Chloroneb (8 µg/ml) prevented multiplication of sporidia of Ustilago maydis, but had little effect on increase in absorbance at 450 nm or dry weight until after 3 hr. Subsequent increases in absorbance and dry weight were strongly curtailed. Colony-forming ability was not affected when sporidia were incubated in phosphate buffer with chloroneb for 12 hr, but was reduced 80% when sporidia were incubated 12 hr in nutrient medium with chloroneb. The greatest uptake of chloroneb by sporidia in nutrient medium or phosphate buffer occurred within the first 15 min of incubation. Additional uptake of the toxicant was proportional to the increase in sporidial dry weight.

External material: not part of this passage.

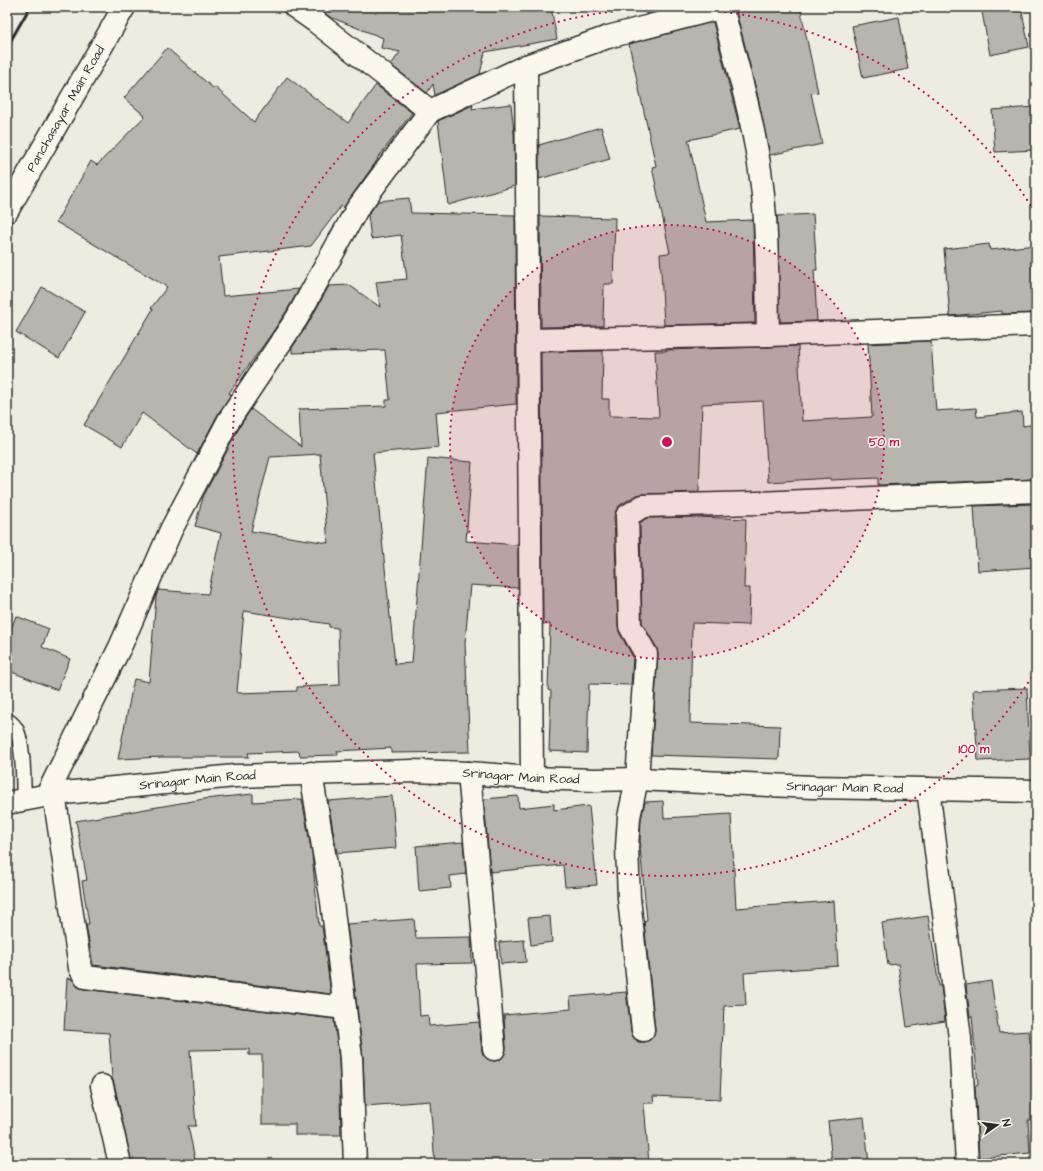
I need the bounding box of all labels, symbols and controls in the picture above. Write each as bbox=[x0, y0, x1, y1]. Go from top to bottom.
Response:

No detectable metabolism of chloroneb occurred during a 24-hr incubation period. Concentrations of chloroneb (8 or 12 µg/ml) which prevented sporidial multiplication had no effect on the oxidation of glucose or acetate. Protein, RNA, and DNA of treated and untreated cultures increased at approximately the same rate until failure of sporidial division in the treated cultures: Subsequent increase of protein, RNA, and DNA in treated samples was strongly inhibited. Synchronous sporidia exposed to chloroneb did not form buds, but underwent mitosis and formed binucleated sporidia with a cross wall between the two nuclei. Thus, inhibition of protein, RNA, and DNA syntheses appears to result from the failure of sporidia to form buds and divide normally, rather than from a direct action of the toxicant on these syntheses. A mutant of U. maydis resistant to chloroneb was isolated from medium containing 8 µg/ml of the toxicant. There was no appreciable difference in the uptake of chloroneb by the mutant or wild type sporidia. Neither mutant nor wild type metabolized chloroneb. The chloroneb-resistant mutant was also resistant to 2,6-dichloro-4-nitroaniline, diphenyl, hexachlorobenzene, naphthalene, p-dichlorobenzene, pentachloronitrobenzene, and sodium-o-phenylphenate. Tolerance to chloroneb in progeny from a cross of the resistant mutant to a sensitive wild type indicated single gene control of the resistance.

Additional keywords: mechanism of fungicidial action, budding.